In the Endpoints panel, copy the tenant ID from the Authority URL (Accounts in this organizational directory only) field. Use the part highlighted in the red box in the screenshot example below (the tenant ID after https://login.microsoftonline.com/).

The Issuer URL has the following notation:

https://sts.windows.net/< Your tenant ID in MS Entra ID >

Example:

If your tenant ID is 123bfsd-as34-sd34-34fg-f35gh67h8, the issuer URL will be https://sts.windows.net/123bfsd-as34-sd34-34fg-f35gh67h8.

Displays the 'Endpoints' area on the 'Overview' page in MS Entra ID. — 'Endpoints' area on the 'Overview' page in MS Entra ID

In the App registrations, select your application. On the Overview page, click Endpoints.

The Issuer URL has the following notation:

https://sts.windows.net/< Your tenant ID in MS Entra ID >

Example:

If your tenant ID is 123bfsd-as34-sd34-34fg-f35gh67h8, the issuer URL will be https://sts.windows.net/123bfsd-as34-sd34-34fg-f35gh67h8.

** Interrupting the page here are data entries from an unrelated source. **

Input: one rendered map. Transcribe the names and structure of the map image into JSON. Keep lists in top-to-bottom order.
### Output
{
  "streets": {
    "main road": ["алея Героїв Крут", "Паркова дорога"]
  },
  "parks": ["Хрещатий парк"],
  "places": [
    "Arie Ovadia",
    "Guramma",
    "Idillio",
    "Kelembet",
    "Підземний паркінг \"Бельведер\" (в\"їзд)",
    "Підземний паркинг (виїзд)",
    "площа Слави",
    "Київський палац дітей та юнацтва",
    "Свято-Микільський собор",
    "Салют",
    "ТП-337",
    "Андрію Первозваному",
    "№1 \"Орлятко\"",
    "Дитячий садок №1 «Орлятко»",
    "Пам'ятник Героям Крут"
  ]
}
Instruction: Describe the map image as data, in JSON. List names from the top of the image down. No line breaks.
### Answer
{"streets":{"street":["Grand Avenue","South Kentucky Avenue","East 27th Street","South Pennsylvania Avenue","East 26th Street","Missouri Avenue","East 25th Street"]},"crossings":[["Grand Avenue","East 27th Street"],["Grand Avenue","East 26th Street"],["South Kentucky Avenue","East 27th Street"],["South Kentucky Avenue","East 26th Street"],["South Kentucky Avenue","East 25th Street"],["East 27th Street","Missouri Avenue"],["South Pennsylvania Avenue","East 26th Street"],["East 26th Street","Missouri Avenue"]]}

Add the Issuer URL in the Issuer URL field in the Lucanet CFO Solution Platform.

Displays the 'Issuer URL' field in Lucanet — 'Issuer URL' field in Lucanet

Attention: The e-mail address of a user on the Lucanet CFO Solution Platform must be identical to the e-mail address in Azure/MS Entra ID. The upper and lower case of e-mail addresses must match exactly.

You can find additional information on how to use the parameters when configuring the external authentication for the Lucanet CFO Solution Platform with the OIDC method in the section Configuring OIDC in Configuring External Authentication.

If your User principal name and your e-mail address in Azure/MS Entra ID are different, the OIDC configuration will not work as described on this page. Please choose SAML as the authentication method instead.